8 Early Indications Of Trouble Ahead For Your Venture

graph-business-in-troubleAs a company executive, or a business advisor, we have to always be on the alert for indications that your business, while looking calm on the surface, has strong undercurrents starting that can lead to disaster. You don’t want to be in one of those high-flying companies, like Webvan, Pets.com, and eToys, that almost made it to the big time, before fading or crashing into oblivion.

You can’t always believe what you hear after the fact from company executives, or even industry analysts. Popular rationales include attempting to grow too fast, product quality problems, and missing the market, but the realities often go much deeper. Here are some early signals I see too often, which are recoverable if recognized and acted on sooner rather than later:

  1. Competing or toxic cultures start to build momentum. Everyone on the team must share the same purpose, values, and goals. Unhappy employees usually indicates that multiple agendas exist, such as some people driven by customers, and others by technology. The founder or top executives must set one culture by words and actions.

  2. Company leaders don’t maintain trust and transparency. When I do due diligence for investors, and I find team members hesitant or openly negative when talking about the leadership team, there is likely a trust issue, or at least a failure to communicate. Leaders need to “say what they mean and mean what they say” all the time and every time.

  3. More passion is being applied to a product that is not ready. If your solution doesn’t work, or can’t be delivered in the marketplace, no amount of determination or passion will save you. For high technology solutions, almost working is failing. Business leaders need to be realists, to understand when to pivot and when to fall back in recovery mode.

  4. Poor cash flow management is leading to bad decisions. Vendors and most people on your team need to be getting paid on a predictable basis, or their loyalty quickly turns to retribution. Soliciting timely and adequate funding is more critical than development. Too much money can have the same negative effect on focus and decision making.

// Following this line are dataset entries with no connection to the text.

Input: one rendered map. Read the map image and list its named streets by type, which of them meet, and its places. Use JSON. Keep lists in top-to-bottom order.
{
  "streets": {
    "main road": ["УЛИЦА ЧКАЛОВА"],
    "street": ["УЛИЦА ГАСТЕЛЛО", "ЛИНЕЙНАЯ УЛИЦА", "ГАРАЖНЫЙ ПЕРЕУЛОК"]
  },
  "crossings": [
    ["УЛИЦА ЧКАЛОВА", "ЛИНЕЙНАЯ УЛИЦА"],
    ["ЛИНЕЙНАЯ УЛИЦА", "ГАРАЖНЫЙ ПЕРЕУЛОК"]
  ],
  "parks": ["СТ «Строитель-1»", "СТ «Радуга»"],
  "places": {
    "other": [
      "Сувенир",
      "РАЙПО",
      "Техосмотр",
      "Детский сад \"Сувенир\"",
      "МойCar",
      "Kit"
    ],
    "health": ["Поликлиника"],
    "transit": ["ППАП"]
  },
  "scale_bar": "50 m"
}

  5. Uncontrolled team conflict is killing productivity and motivation. The best business teams don’t shy away from some healthy friction and heated debates between team members and leaders, to recognize innovative insights and make change happen. Yet we all know that there is a fine line here, beyond which heated debates generate so much emotion and drama that the entire team becomes dysfunctional, stalling progress.

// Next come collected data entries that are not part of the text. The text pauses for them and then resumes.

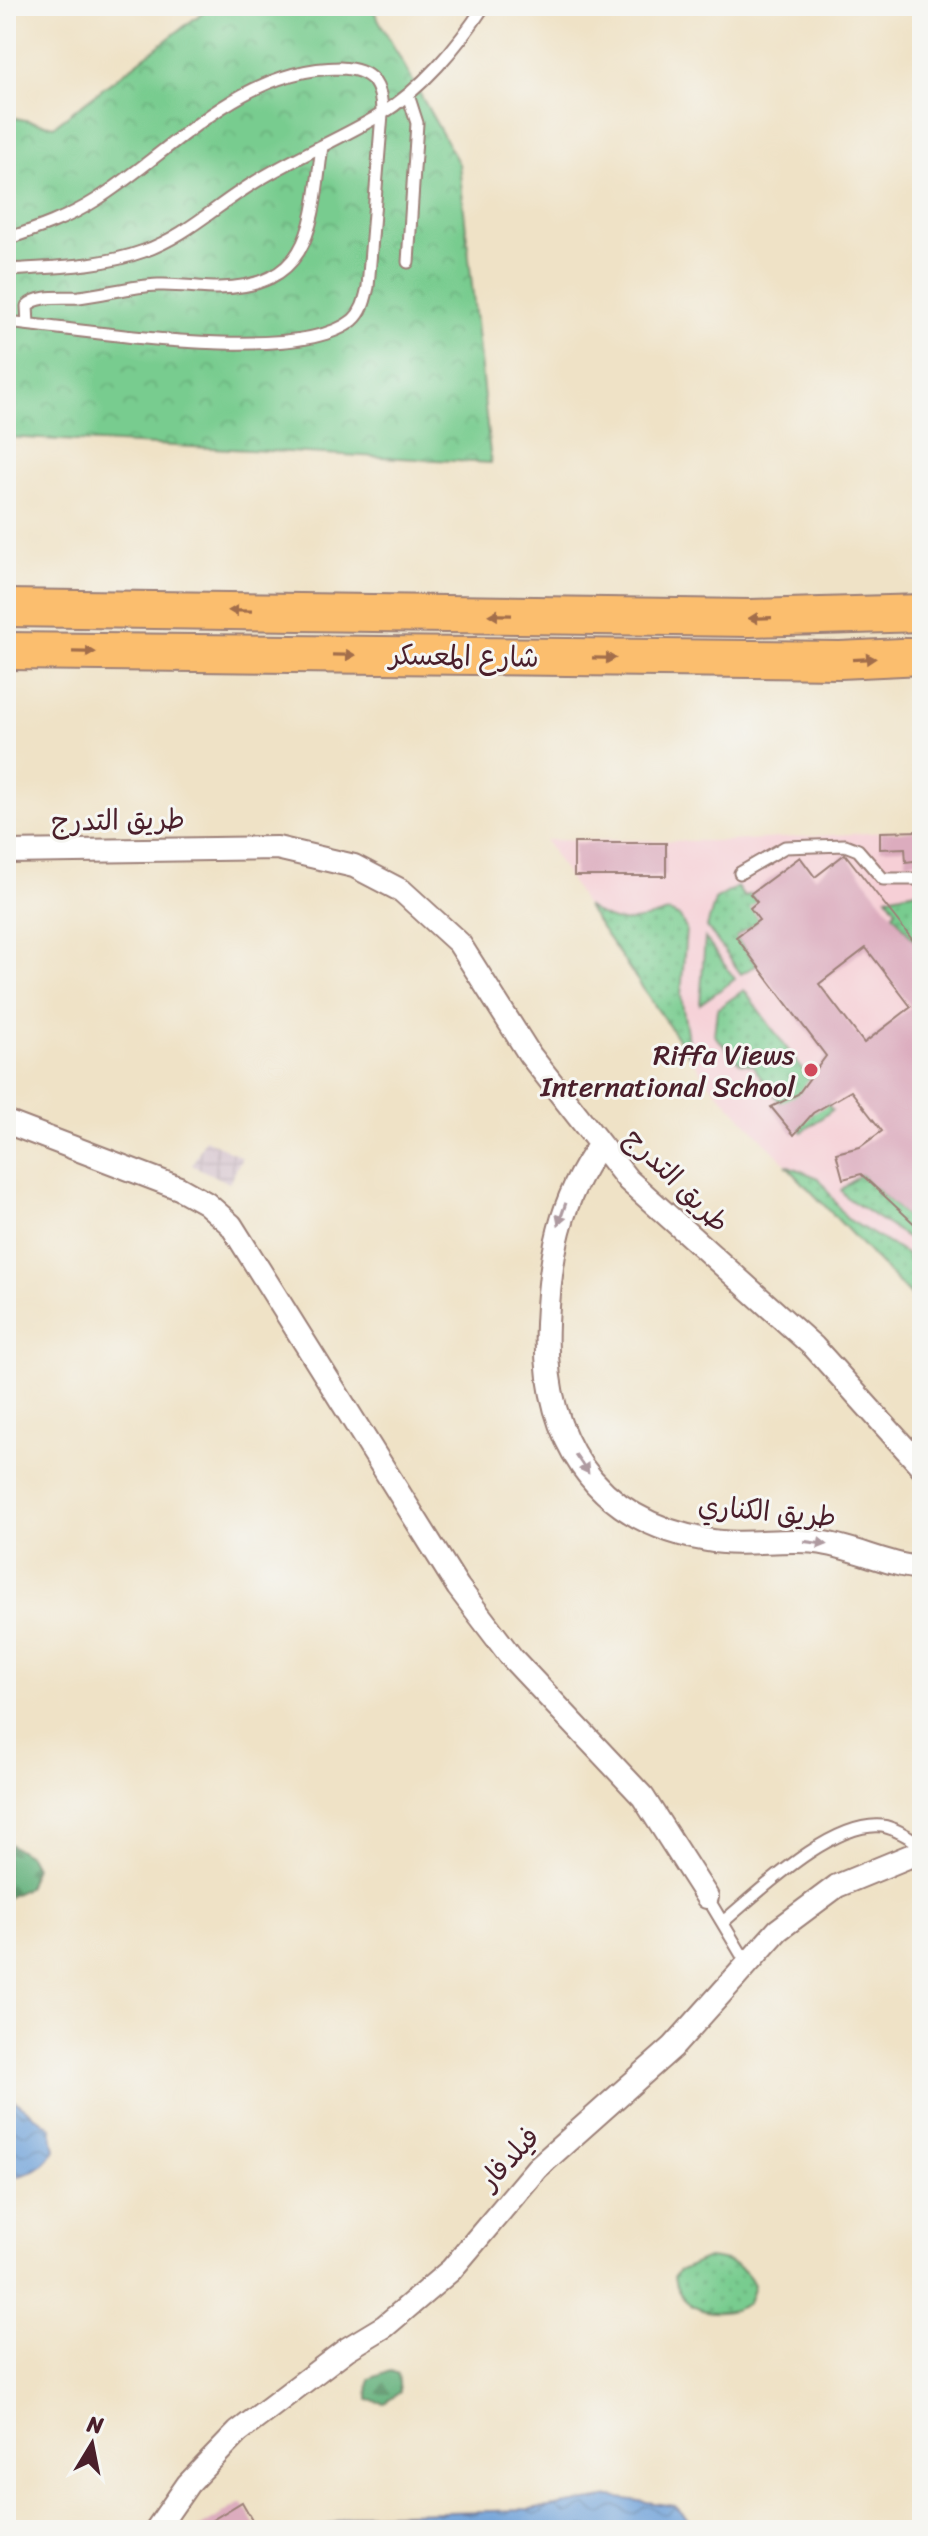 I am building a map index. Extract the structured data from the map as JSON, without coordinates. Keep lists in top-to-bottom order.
{
  "streets": {
    "main road": ["شارع المعسكر"],
    "street": ["طريق التدرج", "طريق الكناري", "فيلدفار"]
  },
  "crossings": [
    ["طريق التدرج", "طريق الكناري"]
  ],
  "places": ["Riffa Views International School"],
  "north": "top"
}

  6. Great technology is touted as the long-term business savior. No matter how amazing your technology, a successful business requires marketing, solution delivery, and customers with a problem and the right amount of money to spend. Even if early-adopters are quick to jump, make sure the mass market appreciates your solution.

  7. Plans and priorities are changing at an accelerating rate. In these times of rapid market evolution, it’s good to see plan change agility. Yet, this change ability must be managed, and not allowed to degenerate into chaos, with less and less communication from the top. If you don’t know where you are going, you probably won’t get there.

  8. Putting more focus on blame than resolution and prevention. Every business makes mistakes when taking risks for growth and innovation. Companies in trouble tend to assume a victim mentality and blame factors outside their control, rather than learn from experience. Team members need to be rewarded for taking risks, rather than punished.

These signals are usually accompanied by a variety of others, including key leaders jumping ship, overall reduction in morale, rapid organizational changes, and micromanagement. If you see these symptoms in your own company, there still may be time for recovery, or it may be time to join the exit before disaster strikes.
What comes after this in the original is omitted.